In February 2026, Delia Ramirez introduced the Full Body Restraint Prohibition Act, which seeks to ban agencies within the US Department of Homeland Security from buying and using the WRAP.

==== Use in juvenile detention centres ====
In 2014, it was found that the Yell County Juvenile Detention Center was using the WRAP to restrain young people for hours at a time. In 2017, investigations revealed that the WRAP had been used on young people in the custody of the Colorado Division of Youth Services 253 times across a 13 month period; over half of the young people interviewed in the Colorado Child Safety Coalition's report claimed to have been restrained with the WRAP.

==Escapology==
After seeing a patient restrained with a straitjacket in an asylum in Canada, Harry Houdini introduced the straitjacket to his escapology performances. He would often escape from straitjackets while suspended upside down. In 1916, approximately 50,000 spectators gathered in Baltimore to watch Houdini escape from a straitjacket; it took him three minutes to free himself. This act has been recreated by numerous escapologists since.
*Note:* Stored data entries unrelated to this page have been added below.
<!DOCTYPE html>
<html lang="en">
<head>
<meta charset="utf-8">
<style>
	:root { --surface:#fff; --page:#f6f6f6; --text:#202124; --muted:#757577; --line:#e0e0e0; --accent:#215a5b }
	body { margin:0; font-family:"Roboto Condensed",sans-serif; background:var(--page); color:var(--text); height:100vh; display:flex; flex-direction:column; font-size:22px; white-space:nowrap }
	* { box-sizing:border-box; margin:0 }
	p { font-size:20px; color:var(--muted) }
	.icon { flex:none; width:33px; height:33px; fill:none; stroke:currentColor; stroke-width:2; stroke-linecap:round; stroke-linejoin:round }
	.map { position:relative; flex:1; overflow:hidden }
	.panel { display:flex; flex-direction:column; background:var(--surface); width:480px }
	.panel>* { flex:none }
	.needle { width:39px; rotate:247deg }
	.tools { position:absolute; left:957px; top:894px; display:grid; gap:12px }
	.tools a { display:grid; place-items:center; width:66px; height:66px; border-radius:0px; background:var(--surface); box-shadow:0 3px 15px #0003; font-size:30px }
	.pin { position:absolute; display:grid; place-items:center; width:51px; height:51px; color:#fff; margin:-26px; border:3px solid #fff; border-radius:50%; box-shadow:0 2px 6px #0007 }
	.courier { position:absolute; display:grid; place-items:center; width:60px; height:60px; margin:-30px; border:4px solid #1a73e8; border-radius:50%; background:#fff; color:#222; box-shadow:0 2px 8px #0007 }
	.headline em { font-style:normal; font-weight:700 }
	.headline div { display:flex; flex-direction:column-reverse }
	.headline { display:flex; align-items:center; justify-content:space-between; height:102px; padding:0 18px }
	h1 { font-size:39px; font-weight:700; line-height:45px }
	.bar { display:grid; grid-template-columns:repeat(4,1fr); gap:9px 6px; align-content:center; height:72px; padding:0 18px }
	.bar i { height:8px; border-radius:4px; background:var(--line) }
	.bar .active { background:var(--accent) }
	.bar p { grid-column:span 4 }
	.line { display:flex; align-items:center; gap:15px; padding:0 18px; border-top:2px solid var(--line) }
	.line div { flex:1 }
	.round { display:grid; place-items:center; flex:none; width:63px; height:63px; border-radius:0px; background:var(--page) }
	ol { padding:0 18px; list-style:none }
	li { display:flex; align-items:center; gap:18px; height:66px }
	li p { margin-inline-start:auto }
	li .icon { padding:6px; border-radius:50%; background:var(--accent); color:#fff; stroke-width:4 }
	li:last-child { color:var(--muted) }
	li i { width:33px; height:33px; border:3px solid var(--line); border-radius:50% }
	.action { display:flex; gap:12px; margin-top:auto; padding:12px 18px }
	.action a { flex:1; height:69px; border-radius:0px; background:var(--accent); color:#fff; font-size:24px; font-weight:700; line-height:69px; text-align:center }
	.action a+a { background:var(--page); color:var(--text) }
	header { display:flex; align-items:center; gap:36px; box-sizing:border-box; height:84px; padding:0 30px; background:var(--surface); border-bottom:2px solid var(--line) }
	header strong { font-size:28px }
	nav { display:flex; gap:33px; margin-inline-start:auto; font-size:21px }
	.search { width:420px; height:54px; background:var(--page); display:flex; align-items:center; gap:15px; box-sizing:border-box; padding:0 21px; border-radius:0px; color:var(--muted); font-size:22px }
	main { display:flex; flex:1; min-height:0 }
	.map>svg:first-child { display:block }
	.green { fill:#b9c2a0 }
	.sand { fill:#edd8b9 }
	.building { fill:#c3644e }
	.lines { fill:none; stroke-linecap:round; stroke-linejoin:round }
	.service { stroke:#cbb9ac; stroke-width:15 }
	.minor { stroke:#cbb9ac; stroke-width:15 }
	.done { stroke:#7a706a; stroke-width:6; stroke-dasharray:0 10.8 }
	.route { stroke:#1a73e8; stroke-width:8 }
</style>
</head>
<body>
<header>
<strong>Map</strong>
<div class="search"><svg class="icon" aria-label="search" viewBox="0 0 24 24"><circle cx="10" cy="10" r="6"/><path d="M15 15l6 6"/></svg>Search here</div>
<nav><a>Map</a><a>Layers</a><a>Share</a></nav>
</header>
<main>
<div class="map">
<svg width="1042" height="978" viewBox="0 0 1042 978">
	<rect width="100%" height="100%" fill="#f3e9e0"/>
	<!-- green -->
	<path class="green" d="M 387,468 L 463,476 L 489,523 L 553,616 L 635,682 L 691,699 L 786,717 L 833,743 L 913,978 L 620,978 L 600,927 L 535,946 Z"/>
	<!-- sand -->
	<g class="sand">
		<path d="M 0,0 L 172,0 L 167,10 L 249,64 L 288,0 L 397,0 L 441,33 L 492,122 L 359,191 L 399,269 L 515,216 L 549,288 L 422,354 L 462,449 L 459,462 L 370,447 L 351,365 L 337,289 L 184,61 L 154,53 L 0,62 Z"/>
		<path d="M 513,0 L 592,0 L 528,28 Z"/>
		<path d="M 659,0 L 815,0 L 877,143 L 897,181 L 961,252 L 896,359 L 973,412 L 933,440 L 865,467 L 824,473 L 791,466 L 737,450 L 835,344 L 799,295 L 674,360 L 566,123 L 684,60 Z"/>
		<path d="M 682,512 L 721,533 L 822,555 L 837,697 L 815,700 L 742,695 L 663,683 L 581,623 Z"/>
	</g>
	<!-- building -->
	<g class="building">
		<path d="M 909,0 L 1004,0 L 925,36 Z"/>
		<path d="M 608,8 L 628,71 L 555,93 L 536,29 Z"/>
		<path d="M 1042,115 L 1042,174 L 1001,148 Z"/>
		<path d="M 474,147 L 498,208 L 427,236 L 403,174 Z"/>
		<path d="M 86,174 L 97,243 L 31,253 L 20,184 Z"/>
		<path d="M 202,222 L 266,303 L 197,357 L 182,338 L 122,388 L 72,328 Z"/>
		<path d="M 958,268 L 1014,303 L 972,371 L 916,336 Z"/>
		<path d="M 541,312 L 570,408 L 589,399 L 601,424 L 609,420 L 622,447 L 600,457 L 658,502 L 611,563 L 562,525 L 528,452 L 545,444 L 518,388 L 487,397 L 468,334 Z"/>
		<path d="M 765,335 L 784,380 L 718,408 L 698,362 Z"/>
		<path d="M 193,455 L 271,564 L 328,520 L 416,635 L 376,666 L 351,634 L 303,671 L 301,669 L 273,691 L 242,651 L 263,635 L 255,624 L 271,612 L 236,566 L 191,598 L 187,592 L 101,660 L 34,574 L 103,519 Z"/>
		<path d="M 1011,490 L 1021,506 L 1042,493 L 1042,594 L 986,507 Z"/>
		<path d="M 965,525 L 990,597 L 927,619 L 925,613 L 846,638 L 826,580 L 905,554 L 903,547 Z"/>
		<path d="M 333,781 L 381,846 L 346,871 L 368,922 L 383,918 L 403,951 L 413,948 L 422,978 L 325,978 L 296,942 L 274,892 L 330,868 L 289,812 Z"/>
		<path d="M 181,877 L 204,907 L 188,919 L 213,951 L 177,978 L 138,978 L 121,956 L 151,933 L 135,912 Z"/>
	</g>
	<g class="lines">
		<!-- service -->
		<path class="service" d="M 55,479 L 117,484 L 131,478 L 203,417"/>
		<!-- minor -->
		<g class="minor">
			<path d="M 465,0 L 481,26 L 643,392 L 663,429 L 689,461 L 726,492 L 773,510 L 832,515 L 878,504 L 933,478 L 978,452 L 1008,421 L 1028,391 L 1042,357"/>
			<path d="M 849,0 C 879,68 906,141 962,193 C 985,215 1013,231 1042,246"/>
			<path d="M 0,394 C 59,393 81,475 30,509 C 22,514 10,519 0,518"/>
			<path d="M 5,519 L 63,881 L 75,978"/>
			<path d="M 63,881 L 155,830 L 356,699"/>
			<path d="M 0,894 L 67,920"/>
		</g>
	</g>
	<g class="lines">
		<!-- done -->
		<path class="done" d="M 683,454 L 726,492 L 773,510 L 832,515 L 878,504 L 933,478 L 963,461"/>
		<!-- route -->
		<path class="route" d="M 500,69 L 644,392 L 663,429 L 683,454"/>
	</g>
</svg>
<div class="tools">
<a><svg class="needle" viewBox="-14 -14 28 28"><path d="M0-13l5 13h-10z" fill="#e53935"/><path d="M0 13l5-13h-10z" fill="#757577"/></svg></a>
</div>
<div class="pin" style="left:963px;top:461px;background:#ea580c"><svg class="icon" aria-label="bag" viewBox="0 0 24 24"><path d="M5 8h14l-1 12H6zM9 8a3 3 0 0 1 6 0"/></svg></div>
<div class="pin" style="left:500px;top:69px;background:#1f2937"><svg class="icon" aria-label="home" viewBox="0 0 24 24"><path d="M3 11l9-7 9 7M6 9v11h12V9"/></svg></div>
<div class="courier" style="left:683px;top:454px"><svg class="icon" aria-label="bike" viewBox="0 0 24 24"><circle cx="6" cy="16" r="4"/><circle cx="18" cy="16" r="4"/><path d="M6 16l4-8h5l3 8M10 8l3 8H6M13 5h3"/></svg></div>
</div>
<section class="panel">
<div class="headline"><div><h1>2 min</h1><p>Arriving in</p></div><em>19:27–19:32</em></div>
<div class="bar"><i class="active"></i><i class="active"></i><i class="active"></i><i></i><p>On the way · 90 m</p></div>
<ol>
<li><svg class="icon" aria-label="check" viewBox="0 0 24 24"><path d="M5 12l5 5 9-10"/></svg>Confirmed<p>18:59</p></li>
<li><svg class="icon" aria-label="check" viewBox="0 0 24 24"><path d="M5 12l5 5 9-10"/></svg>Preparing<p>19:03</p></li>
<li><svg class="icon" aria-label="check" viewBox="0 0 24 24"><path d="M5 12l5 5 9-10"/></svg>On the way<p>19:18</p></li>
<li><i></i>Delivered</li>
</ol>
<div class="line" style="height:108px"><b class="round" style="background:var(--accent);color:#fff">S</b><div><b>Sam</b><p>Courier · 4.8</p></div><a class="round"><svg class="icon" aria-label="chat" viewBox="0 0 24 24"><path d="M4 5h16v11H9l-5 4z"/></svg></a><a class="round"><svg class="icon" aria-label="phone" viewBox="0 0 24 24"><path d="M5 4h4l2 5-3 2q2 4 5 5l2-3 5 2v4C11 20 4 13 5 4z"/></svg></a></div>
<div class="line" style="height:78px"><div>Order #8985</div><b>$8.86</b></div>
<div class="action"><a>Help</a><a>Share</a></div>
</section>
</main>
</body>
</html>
As of 10 June 2016, Lucas Wilson from Toronto currently holds four Guinness World Records related to straitjacket escapology: he has performed the most straitjacket escapes in one hour (98 escapes), the fastest underwater straitjacket escape (22.86 seconds), and the fastest suspended straitjacket escape without chains (8.4 seconds), and the fastest suspended straitjacket escape with chains (10.6 seconds).